Richard Mortensen : Pionnier de l’art concret et héritage de Kandinsky
Richard Mortensen (23 octobre 1910 – 6 janvier 1993) s'impose comme une figure charnière de l'histoire de l'art abstrait danois. Né à Copenhague, il a entrepris un voyage artistique marqué par les influences profondes de Wassily Kandinsky, ce qui le propulsa parmi les fondateurs de l'école « linien » — un mouvement dédié à l'exploration de l'abstraction pure. Son style distinctif, caractérisé par d'immenses surfaces colorées dépourvues de toute imagerie figurative, a scellé sa place parmi les artistes les plus éminents ayant façonné le paysage esthétique de l'Europe du milieu du XXe siècle.
- Jeunesse et formation : Mortensen a suivi une formation artistique officielle à l’Académie royale des Beaux-Arts de Copenhague entre 1931 et 1932, absorbant les principes fondamentaux issus des explorations révolutionnaires de Kandinsky en matière de couleur et de forme. Cette période formative a instauré un engagement de toute une vie : distiller l'art pour n'en garder que les éléments essentiels.
- L’école Linien : Aux côtés de Robert Jacobsen, Mortensen a établi l'école « linien » à Copenhague, un collectif voué à une abstraction sans compromis. Ils cherchaient à libérer la peinture des conventions illusionnistes, privilégiant plutôt l'expression directe de l'émotion et de la sensation à travers des formes géométriques et des harmonies chromatiques audacieuses.
- Influences parisiennes et surréalisme : Un voyage crucial à Paris en 1937 a exposé Mortensen aux courants vibrants de la pensée surréaliste, lui permettant de rencontrer des luminaires tels que Salvador Dalí. Cette rencontre a élargi ses horizons artistiques et a nourri son expérimentation avec l'imagerie subconsciente et les compositions oniriques.
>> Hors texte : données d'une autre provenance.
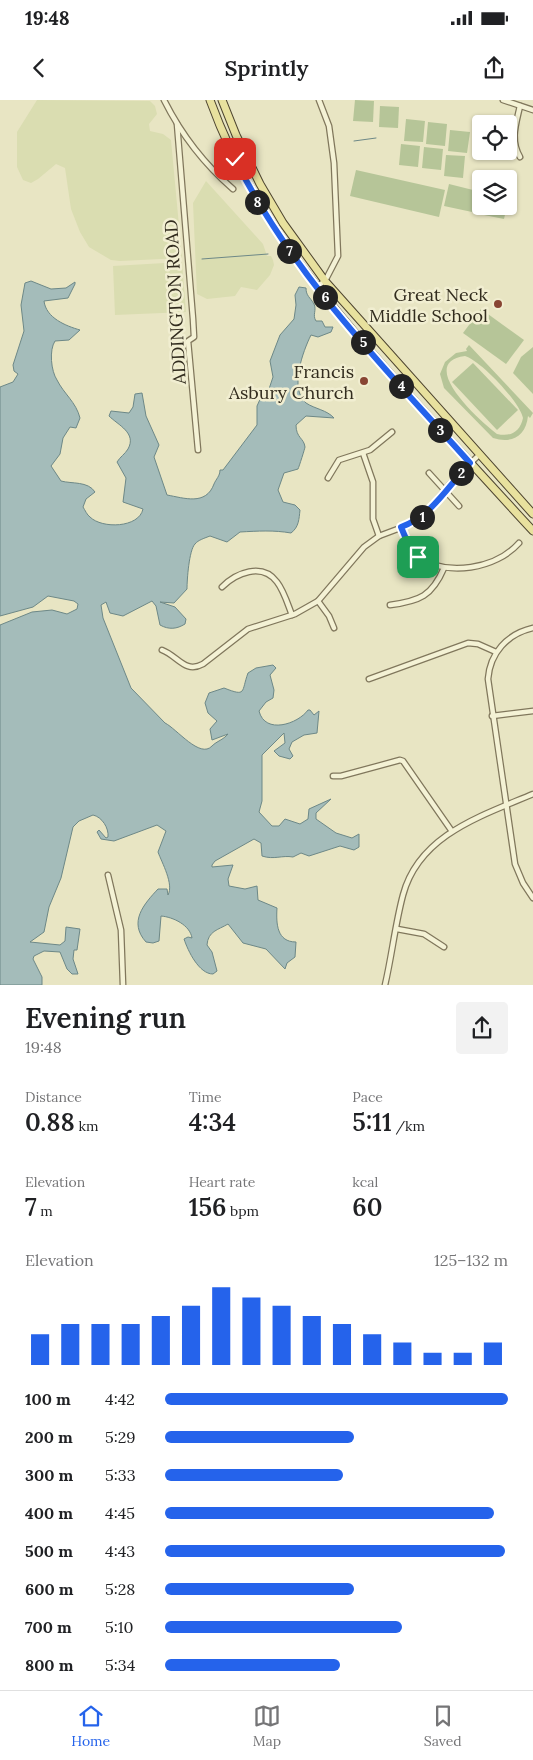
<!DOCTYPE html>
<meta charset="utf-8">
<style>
:root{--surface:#fff;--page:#f2f2f2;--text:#202124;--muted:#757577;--line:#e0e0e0;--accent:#2563eb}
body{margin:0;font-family:Lora,serif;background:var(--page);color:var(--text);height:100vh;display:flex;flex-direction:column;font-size:19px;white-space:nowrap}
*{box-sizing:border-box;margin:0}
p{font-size:16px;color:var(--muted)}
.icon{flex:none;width:28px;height:28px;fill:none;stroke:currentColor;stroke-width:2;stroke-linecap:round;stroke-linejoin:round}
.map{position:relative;height:885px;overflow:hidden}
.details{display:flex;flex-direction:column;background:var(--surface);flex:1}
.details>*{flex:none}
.tools{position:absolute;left:472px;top:15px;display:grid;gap:10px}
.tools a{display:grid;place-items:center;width:45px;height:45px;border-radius:5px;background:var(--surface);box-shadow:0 1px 4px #0004;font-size:25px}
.pin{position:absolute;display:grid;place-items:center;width:42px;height:42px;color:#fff;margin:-21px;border-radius:10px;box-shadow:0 2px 8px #0006}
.km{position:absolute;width:25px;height:25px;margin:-12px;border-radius:50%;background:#222;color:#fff;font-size:14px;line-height:25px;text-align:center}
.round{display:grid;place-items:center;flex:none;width:52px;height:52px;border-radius:5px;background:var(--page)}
.head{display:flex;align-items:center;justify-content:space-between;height:85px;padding:0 25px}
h1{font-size:28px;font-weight:600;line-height:38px}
.stats{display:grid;grid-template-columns:repeat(3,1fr);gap:8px;height:85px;padding:5px 25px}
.stats div{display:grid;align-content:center}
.stats b{font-size:25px;font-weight:600}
.stats small{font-size:14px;font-weight:400}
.stats p{font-size:14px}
.chart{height:140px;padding:10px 25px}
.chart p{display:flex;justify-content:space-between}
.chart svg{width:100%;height:90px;margin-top:5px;stroke:var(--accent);stroke-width:6}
ul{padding:0 25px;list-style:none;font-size:16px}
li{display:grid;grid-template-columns:80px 60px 1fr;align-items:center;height:38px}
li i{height:12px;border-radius:6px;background:var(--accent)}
.status{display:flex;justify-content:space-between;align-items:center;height:35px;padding:0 25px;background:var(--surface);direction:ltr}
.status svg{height:14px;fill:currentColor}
header{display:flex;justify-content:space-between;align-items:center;height:65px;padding:0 25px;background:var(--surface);font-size:22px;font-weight:600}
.menu{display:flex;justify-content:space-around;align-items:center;height:70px;border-top:1px solid var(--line);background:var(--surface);font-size:14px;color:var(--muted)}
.menu a{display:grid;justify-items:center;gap:2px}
.menu .active{color:var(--accent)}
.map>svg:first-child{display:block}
.farmland{fill:#daddb1}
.green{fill:#b6c598;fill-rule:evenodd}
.water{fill:#a4bcba;stroke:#6d8887}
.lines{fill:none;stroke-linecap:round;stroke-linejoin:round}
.stream{stroke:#6d8887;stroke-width:1}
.minor-casing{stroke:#80775c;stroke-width:7}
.primary-casing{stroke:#4e4530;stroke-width:9}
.minor{stroke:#f4f2d5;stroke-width:4.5}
.primary{stroke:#e8e19e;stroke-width:7}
.route-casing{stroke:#fff;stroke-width:10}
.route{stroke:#2563eb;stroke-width:6}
.poi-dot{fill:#884533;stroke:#f1eed1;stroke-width:2}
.labels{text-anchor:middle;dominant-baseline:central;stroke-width:5;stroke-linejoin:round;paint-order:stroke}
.poi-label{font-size:18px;fill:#322c1e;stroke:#f1eed1;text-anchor:end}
.street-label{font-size:18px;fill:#322c1e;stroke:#f1eed1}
</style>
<div class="status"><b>19:48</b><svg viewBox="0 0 49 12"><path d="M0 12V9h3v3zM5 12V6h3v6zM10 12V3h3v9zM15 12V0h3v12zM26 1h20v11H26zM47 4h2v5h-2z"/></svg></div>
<header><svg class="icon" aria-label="back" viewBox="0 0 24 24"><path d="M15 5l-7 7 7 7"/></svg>Sprintly<svg class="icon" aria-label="share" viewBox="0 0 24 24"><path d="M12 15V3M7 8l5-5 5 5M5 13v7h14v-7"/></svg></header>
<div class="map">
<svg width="533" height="885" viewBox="0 0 533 885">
<rect width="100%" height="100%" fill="#e8e5c3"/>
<!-- farmland -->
<g class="farmland">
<path d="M37 0 150 1 155 6 157 14 149 24 150 31 163 34 171 40 182 158 120 161 111 160 89 147 80 132 71 109 65 68 56 64 38 79 31 83 23 80 17 67V32Z"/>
<path d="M206 81 263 144 267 156H271L273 160 274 165 270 175 257 190 241 187 235 196 207 199 197 194 193 103Z"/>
<path d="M182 162 186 212 115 215 113 166Z"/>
</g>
<!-- green -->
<g class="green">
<path d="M355 0 374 1 373 22 353 21Z"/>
<path d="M380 6 399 7 398 28 379 27Z"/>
<path d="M406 19 425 21 423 42 404 41Z"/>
<path d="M428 22 447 24 445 46 426 44Z"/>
<path d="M450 30 470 32 467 53 448 51Z"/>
<path d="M401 44 420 46 418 67 399 65Z"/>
<path d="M424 47 443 49 441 70 422 68Z"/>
<path d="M446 55 465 56 463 78 444 76Z"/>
<path d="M356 70 445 90 439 117 350 96Z"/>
<path d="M449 84 477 91 472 112 444 106Z"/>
<path d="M479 92H481V106H507L504 119 474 113Z"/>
<path d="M481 209 524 240 506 264 463 233Z"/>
<path d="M469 245 533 313 530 318 528 316C526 336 512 344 493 338L444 288 440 274 445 262 456 253 467 251 466 249ZM465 256C480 260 520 302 523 318 520 332 511 337 497 334 481 322 415 263 465 256Z"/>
<path d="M533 247V294L513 273 521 257Z"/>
<path d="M473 263 518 310 497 330 452 282Z"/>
</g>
<!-- water -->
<path class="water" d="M31 181 51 189 66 188 75 182V184L68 198 44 201C46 218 66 226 80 230L69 240 55 241C49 250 51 271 57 280 64 294 76 302 80 318L76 328 70 327 63 338 60 354 51 366 61 381C72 384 88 381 95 392L86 399 83 407C85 410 87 415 90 417 102 429 139 428 143 409L123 402 126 378 117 362C120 357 125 354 128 349 137 333 118 325 109 316L111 311 129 313 133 307 135 294 142 293 146 316 159 345 154 357 167 395C184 398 206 406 214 384 216 379 220 376 220 370H223L257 325V306L262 295 269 289 273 277 270 261 280 235 294 219 296 205 295 195 299 187 306 188C306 196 310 197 314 204 317 210 312 215 316 221H322L325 227H333L331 232 318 237 311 235C303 251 289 289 306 303 315 309 327 310 334 318L306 316 296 325C296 338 304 338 305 347 305 348 299 367 298 369L284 373 278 390 283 402 295 405 300 410C299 419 299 427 291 433 274 430 258 431 240 432L227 442 210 436C205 438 198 440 195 444 189 450 187 480 187 489L174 503 160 502 175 507 186 519 185 524C177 529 169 530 160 525L156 506 152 501 123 516 110 513 106 502 101 505 103 518 131 588 165 623C177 629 200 659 212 646 217 641 223 640 228 634L212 640 210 629 217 621 208 613 205 603 209 593 224 588C247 597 241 592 248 573L256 568 273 565 276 568 270 575 274 590 273 598 266 602 259 611C265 635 298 624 308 610H310L314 615 319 611 317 633 304 635 292 642 289 649 293 656 290 659 279 656 274 651 285 643 284 633 262 655V701L259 712 272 726H279L285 719 300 724 308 719 309 709 331 699 316 713V719L336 733 352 738 359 734V747L354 750 340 746 309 756 301 753 293 757C282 755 274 760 262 756L261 743 254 739 215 761 212 765V767L233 765 228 779 229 786 245 789 257 786 258 800 277 808C276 824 277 842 296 842L295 857 287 863 285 869 266 849 243 843 228 824C218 830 208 831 207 845L212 852 217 871 213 874C199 874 188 851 184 839L188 837 192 838C190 825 173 817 161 816L159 841 153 843 146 842C128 822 144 804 158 789H167L168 795C174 784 162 763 158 752L166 731 157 725 114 741 101 739 97 732 99 730 106 738 108 737C109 728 102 717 93 715L79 721 73 727 61 778 49 807 44 832 30 842 60 845 65 841 66 827 80 829 77 850H74L73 859 78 874H72L67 869 60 852 44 851 34 856 33 859 42 877V885H0V525L32 512 52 510 67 514 77 509 78 504 74 501 48 496 33 507 0 516V287L13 282 18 274 14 271 13 265 24 231 21 205 25 183Z"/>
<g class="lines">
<!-- stream -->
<g class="stream">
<path d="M354 41 376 38"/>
<path d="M202 159 268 154"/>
</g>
<defs>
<g id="minor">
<path d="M164 0C181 34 204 64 233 89"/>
<path d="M503 0 533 10"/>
<path d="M520 6C516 24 510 40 520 57"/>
<path d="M177 24 193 219 194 237 188 241 198 350"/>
<path d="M316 187 325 181 338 156 334 63 329 26 319 0"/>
<path d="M363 353 373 382V419L379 436"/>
<path d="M429 373 459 406"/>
<path d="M328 378 339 360 370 350 392 332"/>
<path d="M401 427C405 437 409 450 419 457 447 477 496 469 519 443"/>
<path d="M222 487C236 473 262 462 277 482 284 491 288 505 292 515"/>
<path d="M318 501 329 516 334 528"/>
<path d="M390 505C420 501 432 496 444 468"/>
<path d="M533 528C507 534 490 553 488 579L515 764 523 783 533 798"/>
<path d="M162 550C178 556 185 574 203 564L248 529 295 514 318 501 364 447 379 436 411 424 426 413 455 378 479 355"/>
<path d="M369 579 468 543 478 544 496 552"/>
<path d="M492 616 533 611"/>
<path d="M333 676H341L400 660 403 661 451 730"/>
<path d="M108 775 121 830 123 885"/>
<path d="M397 829 424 834 444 847"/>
<path d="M385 885C392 855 395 825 403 795 419 735 481 716 533 694"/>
</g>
<g id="primary">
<path d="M210 0C251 113 321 196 400 285 444 334 488 382 533 431"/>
<path d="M222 0 236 35 260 84 283 123 325 181 533 414"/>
</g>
</defs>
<!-- minor casing -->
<use href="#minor" class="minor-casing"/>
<!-- primary casing -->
<use href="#primary" class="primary-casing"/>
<!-- minor -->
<use href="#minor" class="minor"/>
<!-- primary -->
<use href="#primary" class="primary"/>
</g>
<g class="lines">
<defs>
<path id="route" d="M235 59C292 175 385 268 470 363 448 386 432 416 401 427L409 446 418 457"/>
</defs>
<!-- route casing -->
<use href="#route" class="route-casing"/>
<!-- route -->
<use href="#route" class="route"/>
</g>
<!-- markers -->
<g class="poi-dot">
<circle cx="498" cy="204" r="5"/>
<circle cx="364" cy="281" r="5"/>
</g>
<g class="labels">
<!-- poi labels -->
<g class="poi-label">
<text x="488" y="194">Great Neck<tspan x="488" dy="21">Middle School</tspan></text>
<text x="354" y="271">Francis<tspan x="354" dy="21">Asbury Church</tspan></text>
</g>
<!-- street labels -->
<g class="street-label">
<text transform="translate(175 202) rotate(-93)">ADDINGTON ROAD</text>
</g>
</g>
</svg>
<div class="tools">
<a><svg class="icon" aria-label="locate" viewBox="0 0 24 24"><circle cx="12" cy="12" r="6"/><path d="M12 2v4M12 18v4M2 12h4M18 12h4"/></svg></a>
<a><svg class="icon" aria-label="layers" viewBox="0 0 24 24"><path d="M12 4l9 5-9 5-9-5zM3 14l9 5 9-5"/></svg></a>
</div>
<div class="pin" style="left:418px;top:457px;background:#1e9e55"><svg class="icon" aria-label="arrive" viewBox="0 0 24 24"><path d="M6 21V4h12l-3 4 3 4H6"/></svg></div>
<div class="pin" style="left:235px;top:59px;background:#d93025"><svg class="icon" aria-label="check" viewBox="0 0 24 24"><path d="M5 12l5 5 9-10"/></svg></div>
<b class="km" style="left:422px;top:417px">1</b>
<b class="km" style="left:461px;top:373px">2</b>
<b class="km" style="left:440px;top:330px">3</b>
<b class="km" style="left:401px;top:286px">4</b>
<b class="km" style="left:363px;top:242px">5</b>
<b class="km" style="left:325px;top:197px">6</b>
<b class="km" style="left:289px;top:151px">7</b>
<b class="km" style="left:257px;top:102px">8</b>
</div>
<section class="details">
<div class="head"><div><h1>Evening run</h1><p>19:48</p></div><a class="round"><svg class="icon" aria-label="share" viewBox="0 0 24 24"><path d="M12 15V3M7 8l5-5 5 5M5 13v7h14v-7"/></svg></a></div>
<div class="stats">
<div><p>Distance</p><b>0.88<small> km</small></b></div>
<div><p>Time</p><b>4:34</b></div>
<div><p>Pace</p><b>5:11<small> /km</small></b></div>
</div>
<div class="stats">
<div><p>Elevation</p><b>7<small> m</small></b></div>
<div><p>Heart rate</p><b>156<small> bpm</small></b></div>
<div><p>kcal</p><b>60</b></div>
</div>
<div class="chart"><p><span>Elevation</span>125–132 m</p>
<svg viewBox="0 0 160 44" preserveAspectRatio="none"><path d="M5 44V29M15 44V24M25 44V24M35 44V24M45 44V20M55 44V15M65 44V6M75 44V11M85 44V15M95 44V20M105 44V24M115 44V29M125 44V33M135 44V38M145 44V38M155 44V33"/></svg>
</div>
<ul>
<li><b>100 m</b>4:42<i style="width:100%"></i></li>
<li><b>200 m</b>5:29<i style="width:55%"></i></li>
<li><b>300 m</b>5:33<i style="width:52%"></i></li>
<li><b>400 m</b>4:45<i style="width:96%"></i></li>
<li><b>500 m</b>4:43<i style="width:99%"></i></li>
<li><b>600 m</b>5:28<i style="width:55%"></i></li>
<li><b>700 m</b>5:10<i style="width:69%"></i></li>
<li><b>800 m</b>5:34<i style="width:51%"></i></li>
</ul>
</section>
<nav class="menu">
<a class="active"><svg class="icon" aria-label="home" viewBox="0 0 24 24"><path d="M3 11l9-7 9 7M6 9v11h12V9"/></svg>Home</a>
<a><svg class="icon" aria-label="map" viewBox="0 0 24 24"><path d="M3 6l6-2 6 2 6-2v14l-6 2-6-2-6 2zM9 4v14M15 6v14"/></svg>Map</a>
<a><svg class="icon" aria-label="saved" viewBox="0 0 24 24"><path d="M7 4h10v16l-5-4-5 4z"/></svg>Saved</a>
</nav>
Les années de guerre et la transformation artistique
L'œuvre de Mortensen durant la Seconde Guerre mondiale reflétait les angoisses et les bouleversements de l'époque, s'attaquant aux thèmes de la violence et du déplacement. Cependant, cette période fut aussi le témoin d'une évolution stylistique significative — un mouvement vers des surfaces colorées monumentales privilégiant l'impact visuel sur la complexité narrative. L'influence de la quête spirituelle de Kandinsky est devenue de plus en plus manifeste dans ses œuvres ultérieures.
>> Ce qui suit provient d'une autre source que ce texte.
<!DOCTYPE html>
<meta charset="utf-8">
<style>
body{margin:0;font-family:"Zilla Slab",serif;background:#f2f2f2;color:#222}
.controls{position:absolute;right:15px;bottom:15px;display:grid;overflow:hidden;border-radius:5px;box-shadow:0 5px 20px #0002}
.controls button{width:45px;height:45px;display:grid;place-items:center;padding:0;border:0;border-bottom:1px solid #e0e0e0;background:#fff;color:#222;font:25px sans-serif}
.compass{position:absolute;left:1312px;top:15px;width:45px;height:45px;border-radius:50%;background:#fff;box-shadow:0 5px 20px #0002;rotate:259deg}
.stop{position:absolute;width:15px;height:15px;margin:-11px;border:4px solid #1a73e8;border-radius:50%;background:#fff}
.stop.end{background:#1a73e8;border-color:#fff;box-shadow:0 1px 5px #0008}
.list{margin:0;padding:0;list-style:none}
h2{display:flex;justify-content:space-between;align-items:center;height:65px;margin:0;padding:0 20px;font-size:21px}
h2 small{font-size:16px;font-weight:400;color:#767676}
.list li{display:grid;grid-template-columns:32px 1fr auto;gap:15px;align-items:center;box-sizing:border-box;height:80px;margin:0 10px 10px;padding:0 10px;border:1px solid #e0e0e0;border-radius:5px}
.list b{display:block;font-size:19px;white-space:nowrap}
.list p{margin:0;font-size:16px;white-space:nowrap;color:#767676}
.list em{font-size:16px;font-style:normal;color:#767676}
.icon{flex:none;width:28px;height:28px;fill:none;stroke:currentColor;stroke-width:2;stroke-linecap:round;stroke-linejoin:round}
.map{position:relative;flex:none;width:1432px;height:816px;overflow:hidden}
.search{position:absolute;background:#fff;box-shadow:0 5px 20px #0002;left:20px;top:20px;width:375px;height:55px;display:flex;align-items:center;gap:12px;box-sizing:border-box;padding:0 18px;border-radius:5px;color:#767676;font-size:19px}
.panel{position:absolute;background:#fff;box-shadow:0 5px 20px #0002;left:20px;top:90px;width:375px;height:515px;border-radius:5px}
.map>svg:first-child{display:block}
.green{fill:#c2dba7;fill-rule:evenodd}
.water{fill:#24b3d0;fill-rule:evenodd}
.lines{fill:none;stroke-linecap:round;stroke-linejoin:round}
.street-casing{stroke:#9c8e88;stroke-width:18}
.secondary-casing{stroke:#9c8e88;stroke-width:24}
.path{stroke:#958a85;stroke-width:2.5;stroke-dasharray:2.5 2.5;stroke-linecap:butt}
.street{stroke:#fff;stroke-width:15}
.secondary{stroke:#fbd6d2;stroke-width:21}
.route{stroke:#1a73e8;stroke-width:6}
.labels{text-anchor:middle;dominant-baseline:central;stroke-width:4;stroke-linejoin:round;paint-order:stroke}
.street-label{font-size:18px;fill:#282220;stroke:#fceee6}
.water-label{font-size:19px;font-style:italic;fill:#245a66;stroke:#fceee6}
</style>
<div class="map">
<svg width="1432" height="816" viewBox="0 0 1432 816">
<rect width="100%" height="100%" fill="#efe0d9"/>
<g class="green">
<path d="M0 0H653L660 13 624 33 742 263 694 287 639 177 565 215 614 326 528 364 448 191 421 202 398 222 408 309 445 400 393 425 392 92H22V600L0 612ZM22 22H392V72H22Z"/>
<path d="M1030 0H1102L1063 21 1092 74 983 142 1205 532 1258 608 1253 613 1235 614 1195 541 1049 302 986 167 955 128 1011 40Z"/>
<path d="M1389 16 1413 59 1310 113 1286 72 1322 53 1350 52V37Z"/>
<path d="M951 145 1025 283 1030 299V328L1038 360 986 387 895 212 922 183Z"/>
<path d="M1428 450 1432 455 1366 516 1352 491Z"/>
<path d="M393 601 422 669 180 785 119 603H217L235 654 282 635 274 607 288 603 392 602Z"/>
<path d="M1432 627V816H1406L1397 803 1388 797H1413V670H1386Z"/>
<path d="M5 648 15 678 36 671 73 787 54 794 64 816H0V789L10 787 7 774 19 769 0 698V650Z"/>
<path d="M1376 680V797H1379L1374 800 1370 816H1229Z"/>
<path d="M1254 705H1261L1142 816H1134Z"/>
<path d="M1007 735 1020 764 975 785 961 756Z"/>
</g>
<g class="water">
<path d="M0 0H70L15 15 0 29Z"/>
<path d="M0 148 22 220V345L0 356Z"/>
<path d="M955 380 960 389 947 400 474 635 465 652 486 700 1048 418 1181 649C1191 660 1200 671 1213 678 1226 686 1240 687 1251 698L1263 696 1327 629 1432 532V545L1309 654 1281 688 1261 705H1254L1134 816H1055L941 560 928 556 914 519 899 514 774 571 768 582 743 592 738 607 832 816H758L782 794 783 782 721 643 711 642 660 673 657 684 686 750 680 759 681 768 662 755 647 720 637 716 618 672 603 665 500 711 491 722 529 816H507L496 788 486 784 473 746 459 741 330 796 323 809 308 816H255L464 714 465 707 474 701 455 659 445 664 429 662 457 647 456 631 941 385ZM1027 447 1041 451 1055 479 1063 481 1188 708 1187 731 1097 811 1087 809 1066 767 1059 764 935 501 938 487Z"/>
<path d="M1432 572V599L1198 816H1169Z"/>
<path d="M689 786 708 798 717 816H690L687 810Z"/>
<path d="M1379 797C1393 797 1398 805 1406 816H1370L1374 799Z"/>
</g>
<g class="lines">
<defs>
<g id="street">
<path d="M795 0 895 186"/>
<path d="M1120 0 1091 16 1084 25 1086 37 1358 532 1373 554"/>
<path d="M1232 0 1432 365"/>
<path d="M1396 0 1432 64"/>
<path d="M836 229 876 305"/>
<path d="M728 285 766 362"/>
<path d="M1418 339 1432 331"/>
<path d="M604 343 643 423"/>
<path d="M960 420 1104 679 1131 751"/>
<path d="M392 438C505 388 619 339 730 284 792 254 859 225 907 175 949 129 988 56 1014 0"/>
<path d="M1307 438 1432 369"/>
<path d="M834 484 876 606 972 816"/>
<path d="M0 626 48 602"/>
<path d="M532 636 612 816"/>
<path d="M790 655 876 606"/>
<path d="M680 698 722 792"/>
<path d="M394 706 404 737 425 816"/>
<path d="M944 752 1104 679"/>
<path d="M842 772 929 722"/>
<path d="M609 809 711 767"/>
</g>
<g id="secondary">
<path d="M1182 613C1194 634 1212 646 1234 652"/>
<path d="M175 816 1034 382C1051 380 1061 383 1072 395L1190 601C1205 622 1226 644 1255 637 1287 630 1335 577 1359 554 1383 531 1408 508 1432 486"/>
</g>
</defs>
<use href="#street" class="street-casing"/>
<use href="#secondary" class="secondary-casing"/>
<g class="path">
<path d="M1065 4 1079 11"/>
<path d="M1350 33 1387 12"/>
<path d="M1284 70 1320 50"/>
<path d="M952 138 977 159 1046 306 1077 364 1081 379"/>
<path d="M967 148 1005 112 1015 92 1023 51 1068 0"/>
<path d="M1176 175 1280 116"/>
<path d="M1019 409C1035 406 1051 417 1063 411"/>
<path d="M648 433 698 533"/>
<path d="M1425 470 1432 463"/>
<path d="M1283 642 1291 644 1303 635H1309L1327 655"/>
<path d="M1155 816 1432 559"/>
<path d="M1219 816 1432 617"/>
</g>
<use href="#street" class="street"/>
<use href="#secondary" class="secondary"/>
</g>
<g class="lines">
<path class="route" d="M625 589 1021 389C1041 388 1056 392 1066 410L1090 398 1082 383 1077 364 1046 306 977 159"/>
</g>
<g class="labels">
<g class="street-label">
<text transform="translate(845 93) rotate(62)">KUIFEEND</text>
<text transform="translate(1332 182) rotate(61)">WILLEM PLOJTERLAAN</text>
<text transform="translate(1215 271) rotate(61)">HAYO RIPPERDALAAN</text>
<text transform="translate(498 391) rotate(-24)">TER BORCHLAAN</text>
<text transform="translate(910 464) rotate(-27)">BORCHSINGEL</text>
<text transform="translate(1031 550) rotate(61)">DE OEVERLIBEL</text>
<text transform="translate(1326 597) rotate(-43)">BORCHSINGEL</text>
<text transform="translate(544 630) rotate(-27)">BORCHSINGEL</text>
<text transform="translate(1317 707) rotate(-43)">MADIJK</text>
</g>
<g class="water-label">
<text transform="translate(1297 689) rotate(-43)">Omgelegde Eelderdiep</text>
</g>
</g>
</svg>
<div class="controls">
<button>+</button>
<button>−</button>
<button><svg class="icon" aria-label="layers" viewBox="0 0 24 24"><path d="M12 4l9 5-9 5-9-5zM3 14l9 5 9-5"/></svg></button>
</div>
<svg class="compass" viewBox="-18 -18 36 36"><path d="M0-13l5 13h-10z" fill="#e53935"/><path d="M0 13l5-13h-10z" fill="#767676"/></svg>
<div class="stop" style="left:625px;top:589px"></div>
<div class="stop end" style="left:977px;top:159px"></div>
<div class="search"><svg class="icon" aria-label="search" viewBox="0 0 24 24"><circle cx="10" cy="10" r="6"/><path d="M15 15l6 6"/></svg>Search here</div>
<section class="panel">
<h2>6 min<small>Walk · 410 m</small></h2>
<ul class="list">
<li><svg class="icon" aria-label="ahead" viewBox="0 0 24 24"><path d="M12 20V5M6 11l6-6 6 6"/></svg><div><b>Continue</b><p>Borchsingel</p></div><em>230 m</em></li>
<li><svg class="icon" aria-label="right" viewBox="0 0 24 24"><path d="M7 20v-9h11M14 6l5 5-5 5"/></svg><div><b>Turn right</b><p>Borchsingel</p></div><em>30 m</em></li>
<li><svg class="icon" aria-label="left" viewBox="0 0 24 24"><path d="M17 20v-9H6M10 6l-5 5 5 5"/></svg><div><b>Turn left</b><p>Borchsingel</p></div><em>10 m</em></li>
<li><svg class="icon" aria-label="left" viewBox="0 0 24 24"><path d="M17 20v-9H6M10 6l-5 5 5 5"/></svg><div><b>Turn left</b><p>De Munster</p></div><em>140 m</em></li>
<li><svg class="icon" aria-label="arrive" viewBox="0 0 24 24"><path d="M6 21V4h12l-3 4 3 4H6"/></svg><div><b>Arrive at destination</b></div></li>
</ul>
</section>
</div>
- L’art concret et la Galerie Denise René : La collaboration de Mortensen avec la galerie Denise René a joué un rôle déterminant dans l'établissement de l'art concret comme mouvement artistique reconnu. Cette galerie défendait une esthétique minimaliste, prônant la primauté de la couleur et de la forme — une position qui s'alignait parfaitement avec la vision artistique de Mortensen.
- Œuvres tardives et reconnaissance : Après son retour au Danemark en 1964, Mortensen a accepté une chaire de professeur à l’Académie royale des Beaux-Arts de Copenhague, formant ainsi des générations d'artistes aspirants. Son dévouement inébranlable à l'abstraction lui a valu des prix prestigieux — notamment le prix Edvard Munch (1946), le prix Kandinsky (1950), la médaille du Prince Eugen (1967) et la médaille Thorvaldsen (1968) — consolidant sa réputation d'artiste visionnaire.
Vie familiale et héritage
Mortensen a épousé l'autrice et poétesse Sonja Hauberg en 1945, forgeant un partenariat artistique profond qui a duré jusqu'à la mort prématurée de celle-ci en 1947. Ils ont accueilli leur fils Finn Hauberg Mortensen (né en 1946), qui a suivi les traces de son père en devenant chercheur littéraire et professeur. Richard Mortensen s'est éteint paisiblement à Ejby, dans la municipalité de Lejre, laissant derrière lui un héritage durable de l'art abstrait — témoignage du pouvoir transformateur de l'exploration artistique et d'un engagement sans faille envers l'innovation stylistique.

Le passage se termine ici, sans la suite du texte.